Cogges Manor Farm

Cogges Manor Farm

The original Manor House was a Cotswold stone building dating from the middle of the 13th century. It originally comprised four ranges built around a courtyard. Of these the 13th century kitchen and part of the hall survive from one range and the dairy incorporates remains of one of the other ranges. The other two ranges have been lost, but traces or foundations of both of them survive. In the 13th century the Manor had a large fishpond, but since 1984 part of the site of the pond has been covered by modern houses.

The manor house was probably built after Walter de Grey, Archbishop of York bought part of the manor of Cogges in AD 1241. In 1242 the house was described as the Archbishop's Court. By 1245 the Archbishop had given Cogges Manor to his nephew Sir Robert de Grey, with whose heirs the house remained until 1485. More than once in its history the family used the house as a dower house for the widows of successive Barons Grey of Rotherfield.

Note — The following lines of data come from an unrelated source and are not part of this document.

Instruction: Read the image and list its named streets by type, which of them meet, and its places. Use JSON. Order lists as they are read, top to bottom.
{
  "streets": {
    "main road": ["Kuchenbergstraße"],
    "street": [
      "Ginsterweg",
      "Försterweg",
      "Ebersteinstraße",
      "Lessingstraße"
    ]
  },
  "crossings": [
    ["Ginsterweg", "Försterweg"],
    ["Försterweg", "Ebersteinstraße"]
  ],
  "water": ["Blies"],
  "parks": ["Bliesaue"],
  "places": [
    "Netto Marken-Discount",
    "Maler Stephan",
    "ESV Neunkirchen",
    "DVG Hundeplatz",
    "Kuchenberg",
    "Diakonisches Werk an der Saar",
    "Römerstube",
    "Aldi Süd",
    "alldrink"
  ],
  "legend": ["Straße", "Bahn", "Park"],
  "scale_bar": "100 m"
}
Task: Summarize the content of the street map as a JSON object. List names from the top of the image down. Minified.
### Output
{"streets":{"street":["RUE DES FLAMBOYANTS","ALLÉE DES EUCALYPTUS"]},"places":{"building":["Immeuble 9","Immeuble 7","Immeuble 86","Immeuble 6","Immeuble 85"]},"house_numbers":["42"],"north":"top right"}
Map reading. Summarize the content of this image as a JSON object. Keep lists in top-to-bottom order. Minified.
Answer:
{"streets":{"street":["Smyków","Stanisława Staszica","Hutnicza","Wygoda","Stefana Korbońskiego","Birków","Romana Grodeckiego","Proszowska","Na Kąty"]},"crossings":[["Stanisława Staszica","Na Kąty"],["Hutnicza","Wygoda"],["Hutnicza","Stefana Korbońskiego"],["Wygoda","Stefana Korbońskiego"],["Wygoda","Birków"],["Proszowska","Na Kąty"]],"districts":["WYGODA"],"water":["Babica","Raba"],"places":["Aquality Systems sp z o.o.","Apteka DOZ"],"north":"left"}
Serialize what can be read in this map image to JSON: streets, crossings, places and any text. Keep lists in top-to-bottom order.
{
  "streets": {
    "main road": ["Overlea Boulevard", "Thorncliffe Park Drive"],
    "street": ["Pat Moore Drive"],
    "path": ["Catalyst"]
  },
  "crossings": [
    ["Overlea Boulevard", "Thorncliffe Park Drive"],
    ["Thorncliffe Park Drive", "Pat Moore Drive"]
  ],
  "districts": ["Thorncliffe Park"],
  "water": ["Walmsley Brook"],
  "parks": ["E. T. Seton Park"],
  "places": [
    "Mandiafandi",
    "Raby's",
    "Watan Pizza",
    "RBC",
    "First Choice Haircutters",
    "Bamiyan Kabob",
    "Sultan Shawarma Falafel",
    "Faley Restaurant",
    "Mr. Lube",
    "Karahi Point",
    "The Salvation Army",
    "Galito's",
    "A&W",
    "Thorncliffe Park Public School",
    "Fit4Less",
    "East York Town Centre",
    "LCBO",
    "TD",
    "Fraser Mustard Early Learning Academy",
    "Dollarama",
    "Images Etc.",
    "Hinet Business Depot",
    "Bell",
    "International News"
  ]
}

During the 16th century the manor passed through various owners. One of them altered the mediaeval hall by inserting a first floor and adding a new, higher roof. The Blake family bought the manor in 1667 and added the current second wing to the house. In 1726 Daniel Blake sold Cogges Manor Farm to Simon Harcourt, 1st Viscount Harcourt. The Harcourt family leased out Cogges Manor Farm until 1919, when the then tenants, the Mawle family, bought the freehold. In 1974 Oxfordshire County Council bought Cogges Manor Farm and converted the house and farmstead into a museum.